*** SUPPLIED RECORDS Section Begins ***

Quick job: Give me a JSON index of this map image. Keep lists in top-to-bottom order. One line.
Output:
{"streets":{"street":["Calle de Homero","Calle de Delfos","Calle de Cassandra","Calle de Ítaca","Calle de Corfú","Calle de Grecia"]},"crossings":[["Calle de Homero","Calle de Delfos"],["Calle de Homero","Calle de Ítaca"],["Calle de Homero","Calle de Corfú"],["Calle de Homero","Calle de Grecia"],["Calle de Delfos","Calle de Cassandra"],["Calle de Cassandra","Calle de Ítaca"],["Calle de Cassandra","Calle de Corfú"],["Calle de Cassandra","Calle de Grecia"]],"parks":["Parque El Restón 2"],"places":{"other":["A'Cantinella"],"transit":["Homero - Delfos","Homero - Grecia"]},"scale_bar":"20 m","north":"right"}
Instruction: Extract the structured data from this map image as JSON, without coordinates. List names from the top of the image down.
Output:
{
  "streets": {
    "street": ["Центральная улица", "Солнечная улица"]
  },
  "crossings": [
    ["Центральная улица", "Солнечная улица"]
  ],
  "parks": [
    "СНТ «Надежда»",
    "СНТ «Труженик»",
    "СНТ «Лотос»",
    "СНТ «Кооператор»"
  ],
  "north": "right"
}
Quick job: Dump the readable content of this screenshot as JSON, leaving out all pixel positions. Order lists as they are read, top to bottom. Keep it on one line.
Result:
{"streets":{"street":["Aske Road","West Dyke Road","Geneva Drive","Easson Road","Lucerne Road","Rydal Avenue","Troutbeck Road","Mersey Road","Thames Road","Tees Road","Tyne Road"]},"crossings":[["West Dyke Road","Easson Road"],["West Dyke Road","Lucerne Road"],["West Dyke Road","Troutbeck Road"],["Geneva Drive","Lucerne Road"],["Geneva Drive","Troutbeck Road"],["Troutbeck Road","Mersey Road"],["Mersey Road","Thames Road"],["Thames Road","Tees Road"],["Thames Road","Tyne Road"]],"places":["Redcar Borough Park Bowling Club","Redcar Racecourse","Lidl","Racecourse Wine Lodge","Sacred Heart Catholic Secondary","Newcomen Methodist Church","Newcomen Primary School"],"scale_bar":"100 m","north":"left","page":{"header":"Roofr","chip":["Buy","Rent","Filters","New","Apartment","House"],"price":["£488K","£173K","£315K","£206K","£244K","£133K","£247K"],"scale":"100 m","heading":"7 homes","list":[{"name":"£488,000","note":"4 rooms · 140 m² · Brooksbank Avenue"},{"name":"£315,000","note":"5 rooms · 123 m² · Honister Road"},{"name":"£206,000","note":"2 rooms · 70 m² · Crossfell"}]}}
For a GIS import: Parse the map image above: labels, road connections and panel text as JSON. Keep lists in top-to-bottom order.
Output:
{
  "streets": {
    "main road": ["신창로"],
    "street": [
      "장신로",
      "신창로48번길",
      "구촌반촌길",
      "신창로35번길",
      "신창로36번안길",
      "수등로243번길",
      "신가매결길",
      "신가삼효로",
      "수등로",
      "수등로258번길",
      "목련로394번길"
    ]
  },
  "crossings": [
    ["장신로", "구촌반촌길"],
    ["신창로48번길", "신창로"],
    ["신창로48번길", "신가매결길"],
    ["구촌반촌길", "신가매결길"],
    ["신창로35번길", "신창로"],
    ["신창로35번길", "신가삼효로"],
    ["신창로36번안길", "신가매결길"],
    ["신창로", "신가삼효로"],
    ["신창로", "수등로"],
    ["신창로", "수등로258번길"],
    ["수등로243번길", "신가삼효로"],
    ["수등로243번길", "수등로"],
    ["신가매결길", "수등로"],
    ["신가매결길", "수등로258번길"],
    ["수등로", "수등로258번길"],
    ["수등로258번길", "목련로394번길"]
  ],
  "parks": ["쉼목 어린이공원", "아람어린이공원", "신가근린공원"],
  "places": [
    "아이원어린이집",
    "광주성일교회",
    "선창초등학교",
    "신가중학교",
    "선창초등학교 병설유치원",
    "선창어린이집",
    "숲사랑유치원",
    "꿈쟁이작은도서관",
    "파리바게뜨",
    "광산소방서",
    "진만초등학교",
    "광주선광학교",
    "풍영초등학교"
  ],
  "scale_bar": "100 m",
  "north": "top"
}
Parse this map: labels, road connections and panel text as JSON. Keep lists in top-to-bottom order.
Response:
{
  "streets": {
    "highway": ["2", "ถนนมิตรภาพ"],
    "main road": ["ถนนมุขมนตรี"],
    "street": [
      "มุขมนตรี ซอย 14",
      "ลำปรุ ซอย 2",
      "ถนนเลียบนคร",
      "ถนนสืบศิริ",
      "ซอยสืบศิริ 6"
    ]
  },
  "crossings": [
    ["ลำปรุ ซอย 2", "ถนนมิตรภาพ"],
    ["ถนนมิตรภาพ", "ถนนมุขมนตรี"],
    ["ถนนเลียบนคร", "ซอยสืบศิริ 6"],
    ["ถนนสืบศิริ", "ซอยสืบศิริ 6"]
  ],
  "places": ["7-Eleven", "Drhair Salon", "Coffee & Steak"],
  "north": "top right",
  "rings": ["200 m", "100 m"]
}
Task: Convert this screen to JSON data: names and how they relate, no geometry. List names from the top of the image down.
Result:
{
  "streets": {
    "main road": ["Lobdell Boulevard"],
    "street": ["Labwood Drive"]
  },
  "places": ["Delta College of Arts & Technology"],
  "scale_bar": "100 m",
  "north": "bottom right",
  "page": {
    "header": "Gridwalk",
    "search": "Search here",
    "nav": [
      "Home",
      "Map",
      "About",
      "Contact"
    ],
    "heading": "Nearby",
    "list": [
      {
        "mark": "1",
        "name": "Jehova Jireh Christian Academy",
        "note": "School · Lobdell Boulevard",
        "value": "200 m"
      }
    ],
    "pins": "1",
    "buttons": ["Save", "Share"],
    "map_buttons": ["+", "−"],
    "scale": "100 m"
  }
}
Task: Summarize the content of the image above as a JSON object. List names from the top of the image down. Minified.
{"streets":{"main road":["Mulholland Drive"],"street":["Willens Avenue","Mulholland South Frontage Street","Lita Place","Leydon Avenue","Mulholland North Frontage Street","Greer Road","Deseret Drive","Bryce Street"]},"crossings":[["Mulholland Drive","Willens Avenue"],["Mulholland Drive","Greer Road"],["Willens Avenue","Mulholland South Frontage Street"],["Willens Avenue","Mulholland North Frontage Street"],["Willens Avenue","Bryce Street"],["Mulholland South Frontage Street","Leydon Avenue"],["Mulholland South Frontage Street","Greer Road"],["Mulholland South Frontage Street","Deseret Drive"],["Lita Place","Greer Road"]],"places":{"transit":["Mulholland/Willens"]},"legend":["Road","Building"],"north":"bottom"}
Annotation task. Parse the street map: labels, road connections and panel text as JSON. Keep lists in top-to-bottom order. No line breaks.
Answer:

*** SUPPLIED RECORDS Section Ends ***

[REQUIREMENT]
Please restate the data word for word, every record included.

[ANSWER TO THIS PROBLEM]
Quick job: Give me a JSON index of this map image. Keep lists in top-to-bottom order. One line.
Output:
{"streets":{"street":["Calle de Homero","Calle de Delfos","Calle de Cassandra","Calle de Ítaca","Calle de Corfú","Calle de Grecia"]},"crossings":[["Calle de Homero","Calle de Delfos"],["Calle de Homero","Calle de Ítaca"],["Calle de Homero","Calle de Corfú"],["Calle de Homero","Calle de Grecia"],["Calle de Delfos","Calle de Cassandra"],["Calle de Cassandra","Calle de Ítaca"],["Calle de Cassandra","Calle de Corfú"],["Calle de Cassandra","Calle de Grecia"]],"parks":["Parque El Restón 2"],"places":{"other":["A'Cantinella"],"transit":["Homero - Delfos","Homero - Grecia"]},"scale_bar":"20 m","north":"right"}
Instruction: Extract the structured data from this map image as JSON, without coordinates. List names from the top of the image down.
Output:
{
  "streets": {
    "street": ["Центральная улица", "Солнечная улица"]
  },
  "crossings": [
    ["Центральная улица", "Солнечная улица"]
  ],
  "parks": [
    "СНТ «Надежда»",
    "СНТ «Труженик»",
    "СНТ «Лотос»",
    "СНТ «Кооператор»"
  ],
  "north": "right"
}
Quick job: Dump the readable content of this screenshot as JSON, leaving out all pixel positions. Order lists as they are read, top to bottom. Keep it on one line.
Result:
{"streets":{"street":["Aske Road","West Dyke Road","Geneva Drive","Easson Road","Lucerne Road","Rydal Avenue","Troutbeck Road","Mersey Road","Thames Road","Tees Road","Tyne Road"]},"crossings":[["West Dyke Road","Easson Road"],["West Dyke Road","Lucerne Road"],["West Dyke Road","Troutbeck Road"],["Geneva Drive","Lucerne Road"],["Geneva Drive","Troutbeck Road"],["Troutbeck Road","Mersey Road"],["Mersey Road","Thames Road"],["Thames Road","Tees Road"],["Thames Road","Tyne Road"]],"places":["Redcar Borough Park Bowling Club","Redcar Racecourse","Lidl","Racecourse Wine Lodge","Sacred Heart Catholic Secondary","Newcomen Methodist Church","Newcomen Primary School"],"scale_bar":"100 m","north":"left","page":{"header":"Roofr","chip":["Buy","Rent","Filters","New","Apartment","House"],"price":["£488K","£173K","£315K","£206K","£244K","£133K","£247K"],"scale":"100 m","heading":"7 homes","list":[{"name":"£488,000","note":"4 rooms · 140 m² · Brooksbank Avenue"},{"name":"£315,000","note":"5 rooms · 123 m² · Honister Road"},{"name":"£206,000","note":"2 rooms · 70 m² · Crossfell"}]}}
For a GIS import: Parse the map image above: labels, road connections and panel text as JSON. Keep lists in top-to-bottom order.
Output:
{
  "streets": {
    "main road": ["신창로"],
    "street": [
      "장신로",
      "신창로48번길",
      "구촌반촌길",
      "신창로35번길",
      "신창로36번안길",
      "수등로243번길",
      "신가매결길",
      "신가삼효로",
      "수등로",
      "수등로258번길",
      "목련로394번길"
    ]
  },
  "crossings": [
    ["장신로", "구촌반촌길"],
    ["신창로48번길", "신창로"],
    ["신창로48번길", "신가매결길"],
    ["구촌반촌길", "신가매결길"],
    ["신창로35번길", "신창로"],
    ["신창로35번길", "신가삼효로"],
    ["신창로36번안길", "신가매결길"],
    ["신창로", "신가삼효로"],
    ["신창로", "수등로"],
    ["신창로", "수등로258번길"],
    ["수등로243번길", "신가삼효로"],
    ["수등로243번길", "수등로"],
    ["신가매결길", "수등로"],
    ["신가매결길", "수등로258번길"],
    ["수등로", "수등로258번길"],
    ["수등로258번길", "목련로394번길"]
  ],
  "parks": ["쉼목 어린이공원", "아람어린이공원", "신가근린공원"],
  "places": [
    "아이원어린이집",
    "광주성일교회",
    "선창초등학교",
    "신가중학교",
    "선창초등학교 병설유치원",
    "선창어린이집",
    "숲사랑유치원",
    "꿈쟁이작은도서관",
    "파리바게뜨",
    "광산소방서",
    "진만초등학교",
    "광주선광학교",
    "풍영초등학교"
  ],
  "scale_bar": "100 m",
  "north": "top"
}
Parse this map: labels, road connections and panel text as JSON. Keep lists in top-to-bottom order.
Response:
{
  "streets": {
    "highway": ["2", "ถนนมิตรภาพ"],
    "main road": ["ถนนมุขมนตรี"],
    "street": [
      "มุขมนตรี ซอย 14",
      "ลำปรุ ซอย 2",
      "ถนนเลียบนคร",
      "ถนนสืบศิริ",
      "ซอยสืบศิริ 6"
    ]
  },
  "crossings": [
    ["ลำปรุ ซอย 2", "ถนนมิตรภาพ"],
    ["ถนนมิตรภาพ", "ถนนมุขมนตรี"],
    ["ถนนเลียบนคร", "ซอยสืบศิริ 6"],
    ["ถนนสืบศิริ", "ซอยสืบศิริ 6"]
  ],
  "places": ["7-Eleven", "Drhair Salon", "Coffee & Steak"],
  "north": "top right",
  "rings": ["200 m", "100 m"]
}
Task: Convert this screen to JSON data: names and how they relate, no geometry. List names from the top of the image down.
Result:
{
  "streets": {
    "main road": ["Lobdell Boulevard"],
    "street": ["Labwood Drive"]
  },
  "places": ["Delta College of Arts & Technology"],
  "scale_bar": "100 m",
  "north": "bottom right",
  "page": {
    "header": "Gridwalk",
    "search": "Search here",
    "nav": [
      "Home",
      "Map",
      "About",
      "Contact"
    ],
    "heading": "Nearby",
    "list": [
      {
        "mark": "1",
        "name": "Jehova Jireh Christian Academy",
        "note": "School · Lobdell Boulevard",
        "value": "200 m"
      }
    ],
    "pins": "1",
    "buttons": ["Save", "Share"],
    "map_buttons": ["+", "−"],
    "scale": "100 m"
  }
}
Task: Summarize the content of the image above as a JSON object. List names from the top of the image down. Minified.
{"streets":{"main road":["Mulholland Drive"],"street":["Willens Avenue","Mulholland South Frontage Street","Lita Place","Leydon Avenue","Mulholland North Frontage Street","Greer Road","Deseret Drive","Bryce Street"]},"crossings":[["Mulholland Drive","Willens Avenue"],["Mulholland Drive","Greer Road"],["Willens Avenue","Mulholland South Frontage Street"],["Willens Avenue","Mulholland North Frontage Street"],["Willens Avenue","Bryce Street"],["Mulholland South Frontage Street","Leydon Avenue"],["Mulholland South Frontage Street","Greer Road"],["Mulholland South Frontage Street","Deseret Drive"],["Lita Place","Greer Road"]],"places":{"transit":["Mulholland/Willens"]},"legend":["Road","Building"],"north":"bottom"}
Annotation task. Parse the street map: labels, road connections and panel text as JSON. Keep lists in top-to-bottom order. No line breaks.
Answer:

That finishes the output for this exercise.